From contact center to customer management center: What changed?

From contact center to customer management center: What changed?

By Eden Estopace | Feb 7, 2012
The role of contact centers in organizations has changed over the years from a mere provider of customer access in the 1990s to the multi-channel facilities that they are now, serving customer demands in a 24x7 world. The journey, however, is not without order and chaos.

In a webinar, Martin Dove, Group MD, CIS, Dimension Data, and Strategic Contact Center Consultant Simon Roncoroni discussed the salient points of this transformation as they analyzed the major shifts in the industry as reflected in the 2011 Global Contact Center Benchmarking Report released in October.

The report, the 12th edition of the annual study conducted by Dimension Data in 66 countries, provided a lot of in-depth insights on the call center landscape today.

Order # 1: The move to multi-channel contact center


Dove said the 1990s call center was born out of the need to provide improved customer access as organizations were looking to replace face-to-face channels in branch networks and retail outlets.  From 2000, however, there was a broadening of channel access as Integrated Voice Response (IVR), self-service, and email were integrated into the call center.

"There was a very strong commercial focus during the time of migrating activity to lower cost channels in order to improve the cost-effectiveness of delivering service," Dove said.

This trend is seen as continuing and viewed as the natural trajectory of the evolution of the call center, with social media seen as playing a big part.

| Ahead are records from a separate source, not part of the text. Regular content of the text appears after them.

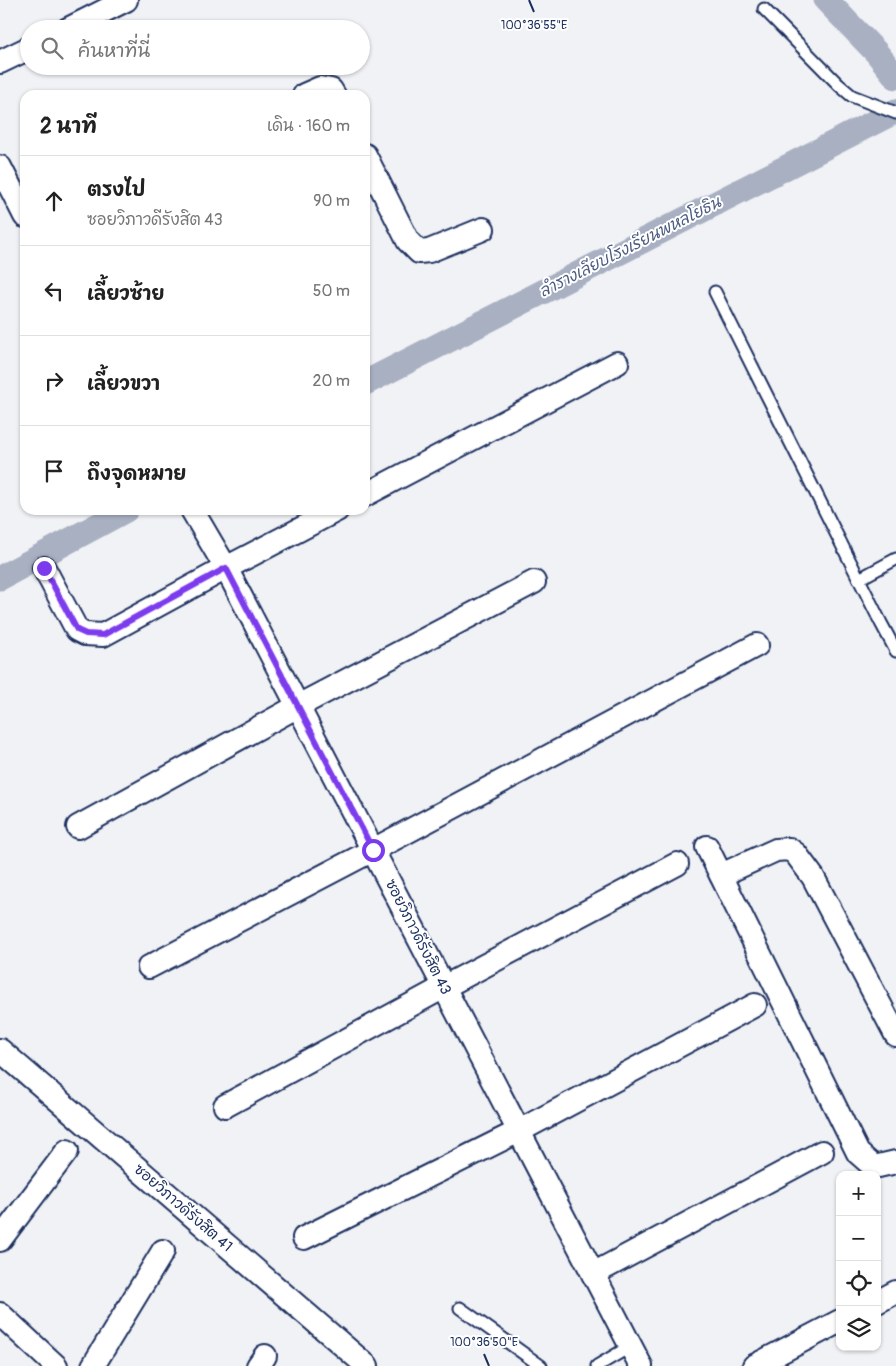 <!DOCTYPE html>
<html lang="th">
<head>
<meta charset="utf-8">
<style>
	body { margin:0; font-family:Pangolin,"Playpen Sans Thai",sans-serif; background:#f6f6f6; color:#222 }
	.controls { position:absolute; right:15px; bottom:15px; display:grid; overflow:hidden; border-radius:10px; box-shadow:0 1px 4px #0004 }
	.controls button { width:45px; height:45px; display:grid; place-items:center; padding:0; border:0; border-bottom:1px solid #e0e0e0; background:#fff; color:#222; font:25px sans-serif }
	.stop { position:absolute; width:15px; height:15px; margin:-11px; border:4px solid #7c3aed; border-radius:50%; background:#fff }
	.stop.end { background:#7c3aed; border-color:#fff; box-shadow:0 1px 5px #0008 }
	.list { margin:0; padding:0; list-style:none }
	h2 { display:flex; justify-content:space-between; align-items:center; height:65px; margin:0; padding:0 20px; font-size:21px }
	h2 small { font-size:16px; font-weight:400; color:#767676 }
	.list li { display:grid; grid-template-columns:32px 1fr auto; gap:15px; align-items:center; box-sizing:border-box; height:90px; padding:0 20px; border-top:1px solid #e0e0e0 }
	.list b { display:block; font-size:19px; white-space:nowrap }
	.list p { margin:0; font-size:16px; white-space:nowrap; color:#767676 }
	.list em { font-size:16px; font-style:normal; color:#767676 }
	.icon { flex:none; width:28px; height:28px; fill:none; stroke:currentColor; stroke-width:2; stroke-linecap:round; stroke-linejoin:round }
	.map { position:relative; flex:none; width:896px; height:1366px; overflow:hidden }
	.search { position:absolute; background:#fff; box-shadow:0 1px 4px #0004; left:20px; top:20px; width:350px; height:55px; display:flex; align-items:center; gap:12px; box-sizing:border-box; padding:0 18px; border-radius:28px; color:#767676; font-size:19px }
	.panel { position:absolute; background:#fff; box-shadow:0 1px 4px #0004; left:20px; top:90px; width:350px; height:425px; border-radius:15px }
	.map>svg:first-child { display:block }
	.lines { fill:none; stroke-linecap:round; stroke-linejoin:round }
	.canal { stroke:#a8b0c2; stroke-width:25 }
	.service-casing { stroke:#1b2f5e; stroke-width:15 }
	.minor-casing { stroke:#1b2f5e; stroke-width:26 }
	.service { stroke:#fff; stroke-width:11 }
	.minor { stroke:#fff; stroke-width:22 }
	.route { stroke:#7c3aed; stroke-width:6 }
	.ticks { fill:none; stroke:#1b2f5e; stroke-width:2 }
	.labels { text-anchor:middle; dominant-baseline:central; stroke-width:4; stroke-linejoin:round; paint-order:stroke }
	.street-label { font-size:15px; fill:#1b2f5e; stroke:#fff }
	.water-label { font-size:16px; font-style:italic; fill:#4c5c81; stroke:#fff }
	.ticks-label { font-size:12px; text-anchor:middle; fill:#1b2f5e; stroke:#fff; stroke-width:4; stroke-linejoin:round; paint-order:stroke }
</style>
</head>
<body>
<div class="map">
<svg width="896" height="1366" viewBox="0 0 896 1366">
	<rect width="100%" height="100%" fill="#f1f2f5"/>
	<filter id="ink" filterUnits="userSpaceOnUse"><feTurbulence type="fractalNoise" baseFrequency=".02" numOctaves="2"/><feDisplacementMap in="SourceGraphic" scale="10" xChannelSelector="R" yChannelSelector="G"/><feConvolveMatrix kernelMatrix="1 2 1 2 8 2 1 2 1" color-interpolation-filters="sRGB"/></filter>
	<g filter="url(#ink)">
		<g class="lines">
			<g class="canal">
				<path d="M826 0 876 52 896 77"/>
				<path d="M365 383 896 111"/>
				<path d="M0 578 126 510"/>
			</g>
			<g class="service-casing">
				<g id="service">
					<path d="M764 9 839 85 852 96 896 113"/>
					<path d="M715 292 881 623 896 651"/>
					<path d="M859 579 896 559"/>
					<path d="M460 1308 541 1366"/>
					<path d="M597 1366 631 1346"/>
				</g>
			</g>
			<g class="minor-casing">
				<g id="minor">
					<path d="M68 29 126 0"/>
					<path d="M0 62 29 48"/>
					<path d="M304 95 320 88 331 90 334 95"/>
					<path d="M365 155 408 241 419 252 429 251 483 229"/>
					<path d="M0 167 25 216"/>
					<path d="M365 495 617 363"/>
					<path d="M192 510 226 568 641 1366"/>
					<path d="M44 568 77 630 85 634 103 635 226 568 337 510"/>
					<path d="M78 827 298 706 534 582"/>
					<path d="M707 847 858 1153 874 1167 896 1162"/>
					<path d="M721 875 776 850 789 849 796 854 813 877 896 1035"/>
					<path d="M149 967 373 850 757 645"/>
					<path d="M0 1050 367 1366"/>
					<path d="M225 1106 444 987 677 864"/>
					<path d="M304 1238 519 1131 755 1005"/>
					<path d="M0 1240 67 1151"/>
					<path d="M593 1274 822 1152"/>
					<path d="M877 1302 896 1292"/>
					<path d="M0 1314 56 1366"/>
					<path d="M93 1366 163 1251"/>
					<path d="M258 1366 265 1356"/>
					<path d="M754 1366 840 1321"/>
				</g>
			</g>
			<use href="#service" class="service"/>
			<use href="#minor" class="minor"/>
		</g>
	</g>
	<g class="lines" filter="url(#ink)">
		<path class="route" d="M44 568 77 630 86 634 103 635 226 568 373 850"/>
	</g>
	<path class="ticks" d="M529 0 534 12M484 1354 489 1366"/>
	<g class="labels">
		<g class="street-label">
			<text transform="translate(418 937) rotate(63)">ซอยวิภาวดีรังสิต 43</text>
			<text transform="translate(183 1208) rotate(41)">ซอยวิภาวดีรังสิต 41</text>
		</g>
		<g class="water-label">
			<text transform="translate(630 247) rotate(-27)">ลำรางเลียบโรงเรียนพหลโยธิน</text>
		</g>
	</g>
	<g class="ticks-label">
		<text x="534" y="29">100°36'55"E</text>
		<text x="484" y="1346">100°36'50"E</text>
	</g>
</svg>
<div class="controls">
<button>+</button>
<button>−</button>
<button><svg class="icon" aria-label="locate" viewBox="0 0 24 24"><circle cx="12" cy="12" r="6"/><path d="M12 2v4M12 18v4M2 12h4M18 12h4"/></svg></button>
<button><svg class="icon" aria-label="layers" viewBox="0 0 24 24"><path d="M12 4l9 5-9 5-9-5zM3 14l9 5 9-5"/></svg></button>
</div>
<div class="stop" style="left:373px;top:850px"></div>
<div class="stop end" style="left:44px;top:568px"></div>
<div class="search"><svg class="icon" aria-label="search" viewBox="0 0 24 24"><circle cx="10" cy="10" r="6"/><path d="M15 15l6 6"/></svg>ค้นหาที่นี่</div>
<section class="panel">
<h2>2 นาที<small>เดิน · 160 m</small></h2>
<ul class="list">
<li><svg class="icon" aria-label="ahead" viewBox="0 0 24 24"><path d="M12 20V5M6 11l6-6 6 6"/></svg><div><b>ตรงไป</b><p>ซอยวิภาวดีรังสิต 43</p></div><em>90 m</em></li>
<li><svg class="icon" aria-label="left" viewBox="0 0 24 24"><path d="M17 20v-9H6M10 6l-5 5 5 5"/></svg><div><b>เลี้ยวซ้าย</b></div><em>50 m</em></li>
<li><svg class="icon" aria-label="right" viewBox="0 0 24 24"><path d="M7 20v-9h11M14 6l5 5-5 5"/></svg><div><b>เลี้ยวขวา</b></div><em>20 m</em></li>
<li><svg class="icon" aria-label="arrive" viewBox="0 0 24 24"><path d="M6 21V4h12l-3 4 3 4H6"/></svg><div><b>ถึงจุดหมาย</b></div></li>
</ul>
</section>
</div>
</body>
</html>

"If you think of about your end behavior as a customer, the phone is not necessarily the first channel of choice anymore. Thus, organizations see the need to provide a multi-channel experience. There is a very strong focus on the need within organizations for more flexibility and agility to respond to changing customer demand," he said.

This race to the multi-channel platform, according to Roncorini, is anchored on the realization of businesses today that one of the very few differentiators available to them is service.

"Pricing is no longer much of a differentiator and pricing has been decimated by the availability of online and the ability of consumers to check prices across a wide range of supplies instantly.  Distribution is also no longer a distribution and indeed rarely is product a differentiator. But the fact is, consumers probably value more than anything is the quality of service they receive from the org that they choose to do business with," he said.

"The call center is actually the glue that holds it all together. So because you have disparate channels out there, the one place that consumers can talk to and where all transactional data resides is in the call center," he added.

Chaos # 1: Getting one's act together

The Global Contact Center Benchmarking Report showed that in the 1990s, 90 percent of customer interactions were handled by traditional human agents. In 2000, only two-thirds were being handled by live agents as service became available on other channels.  In 2010, live agent contact further fell to only one-third of total customer interaction.

Roncorini said the paradox of these numbers is probably a tenth of calls that got into the call center started online. "It migrated from online into the call center either because the consumer did not trust the Web or the instructions on the Web were to contact the call center," he explained.

"What we are starting to see is multiplicity of contact, which to suit the customer who can prefer one over the other and indeed is actually creating unnecessary cost for organizations in delivering the service that consumers want. I absolutely support multiplicity of contact but it is absolutely critical for organizations to start to try and understand where the contact is taking place and where they have opportunities to satisfy the consumer demand wherever it may be on the first attempt the consumer makes," he added.

It is equally important, he said, that the agent has a single and holistic view of the interactions initiated by the customer as a customer who sent a query online and called the contact center 10 minutes later would expect the agent to know that he had made a prior request. However, the online department may be sitting in a different city or country.

"Getting that process optimized is what some organizations are struggling with," he said, adding that multiplicity of contact suits the customer best, as they can prefer one to the other. However, it is actually creating unnecessary cost for organizations in delivering the service that consumers want.

"I absolutely support multiplicity of contact but it is absolutely critical for organizations to start to try and understand where the contact is taking place and where they have opportunities to satisfy the consumer demand wherever it may be on the first attempt the consumer makes," he advised.